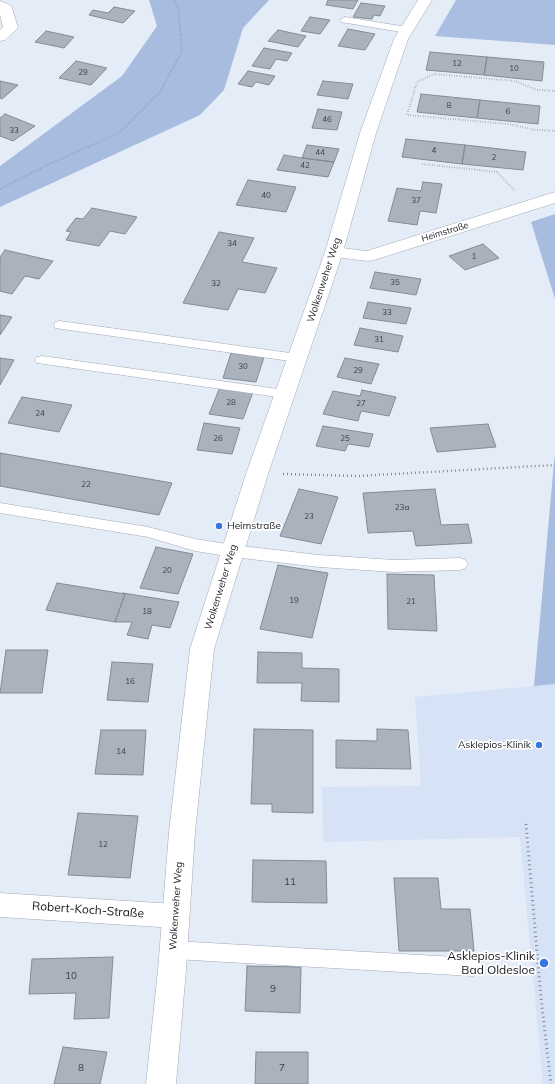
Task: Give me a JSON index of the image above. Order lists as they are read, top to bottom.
{
  "streets": {
    "street": ["Heimstraße", "Wolkenweher Weg", "Robert-Koch-Straße"]
  },
  "crossings": [
    ["Heimstraße", "Wolkenweher Weg"],
    ["Wolkenweher Weg", "Robert-Koch-Straße"]
  ],
  "places": ["Heimstraße", "Asklepios-Klinik", "Asklepios-Klinik Bad Oldesloe"],
  "house_numbers": [
    "12",
    "10",
    "29",
    "8",
    "6",
    "46",
    "33",
    "4",
    "44",
    "2",
    "42",
    "40",
    "37",
    "34",
    "1",
    "35",
    "32",
    "33",
    "31",
    "30",
    "29",
    "28",
    "27",
    "24",
    "26",
    "25",
    "22",
    "23a",
    "23",
    "20",
    "19",
    "21",
    "18",
    "16",
    "14",
    "12",
    "11",
    "10",
    "9",
    "8",
    "7"
  ]
}
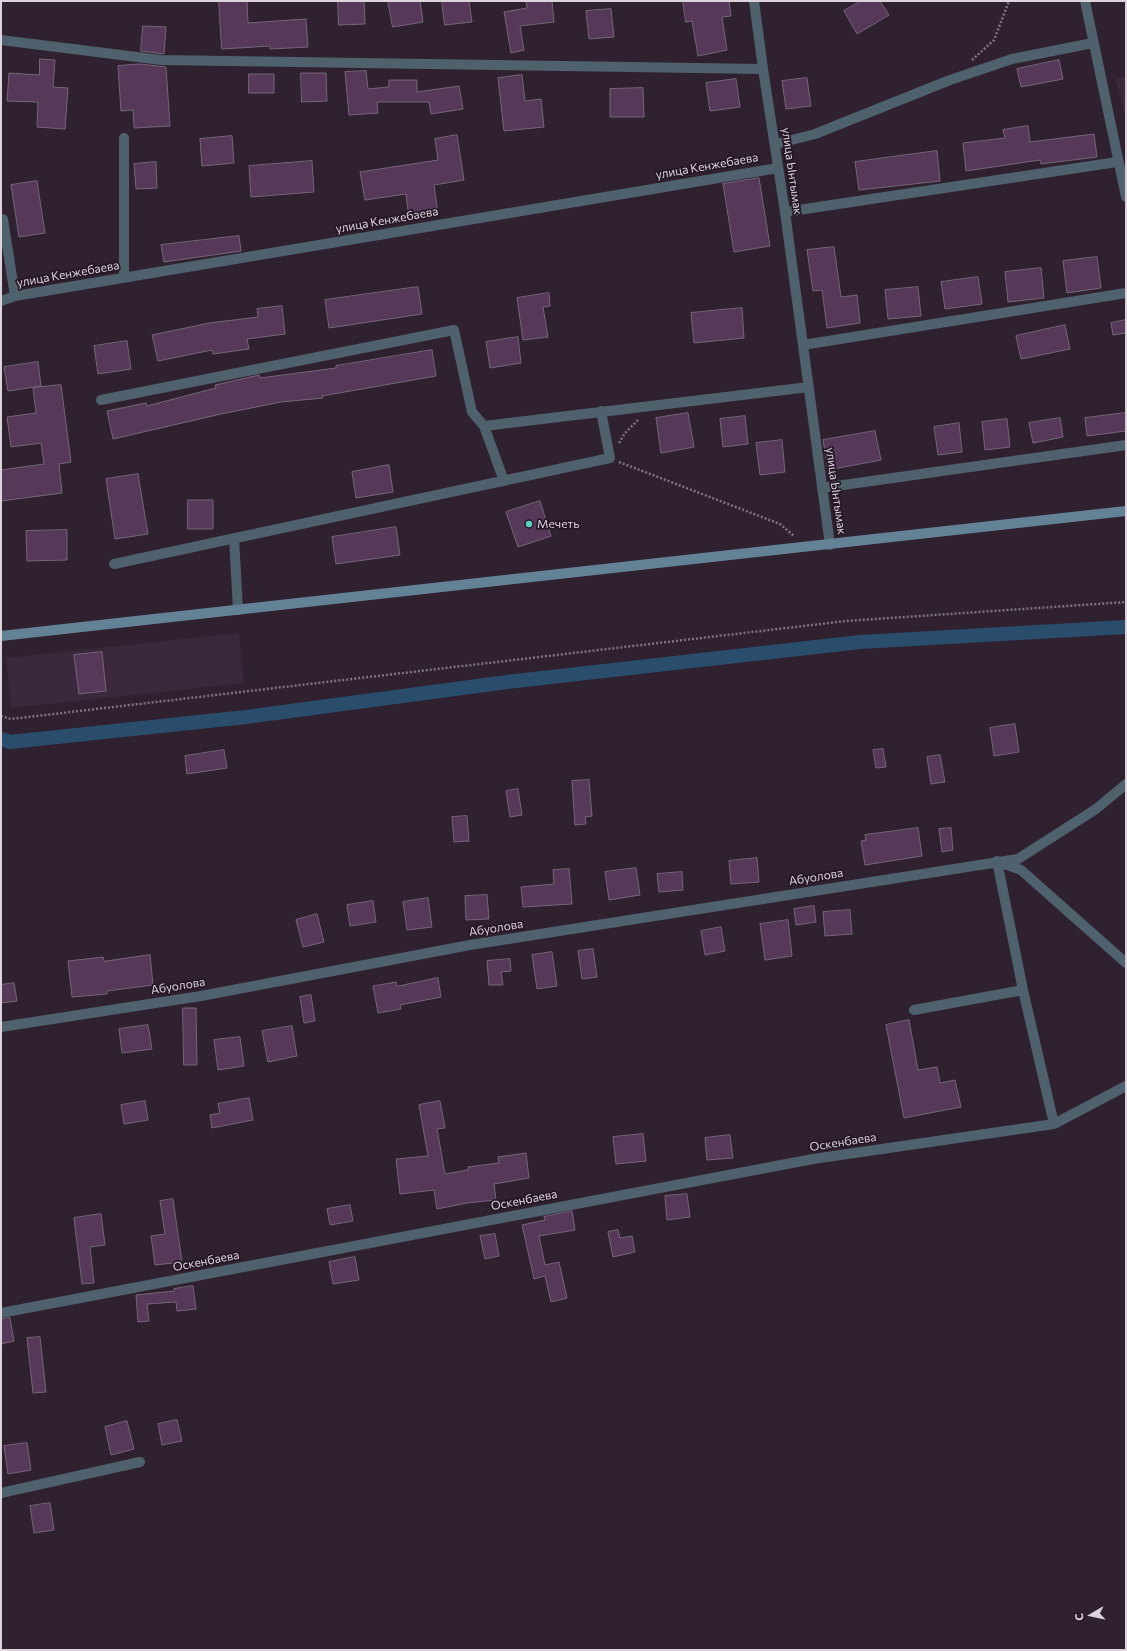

────────────────────────────────────────

## What is required
Your answer must be an exact copy of every entry, with no pictures in it.

## Expected answer
Task: Give me a JSON index of the image above. Order lists as they are read, top to bottom.
{
  "streets": {
    "street": ["Heimstraße", "Wolkenweher Weg", "Robert-Koch-Straße"]
  },
  "crossings": [
    ["Heimstraße", "Wolkenweher Weg"],
    ["Wolkenweher Weg", "Robert-Koch-Straße"]
  ],
  "places": ["Heimstraße", "Asklepios-Klinik", "Asklepios-Klinik Bad Oldesloe"],
  "house_numbers": [
    "12",
    "10",
    "29",
    "8",
    "6",
    "46",
    "33",
    "4",
    "44",
    "2",
    "42",
    "40",
    "37",
    "34",
    "1",
    "35",
    "32",
    "33",
    "31",
    "30",
    "29",
    "28",
    "27",
    "24",
    "26",
    "25",
    "22",
    "23a",
    "23",
    "20",
    "19",
    "21",
    "18",
    "16",
    "14",
    "12",
    "11",
    "10",
    "9",
    "8",
    "7"
  ]
}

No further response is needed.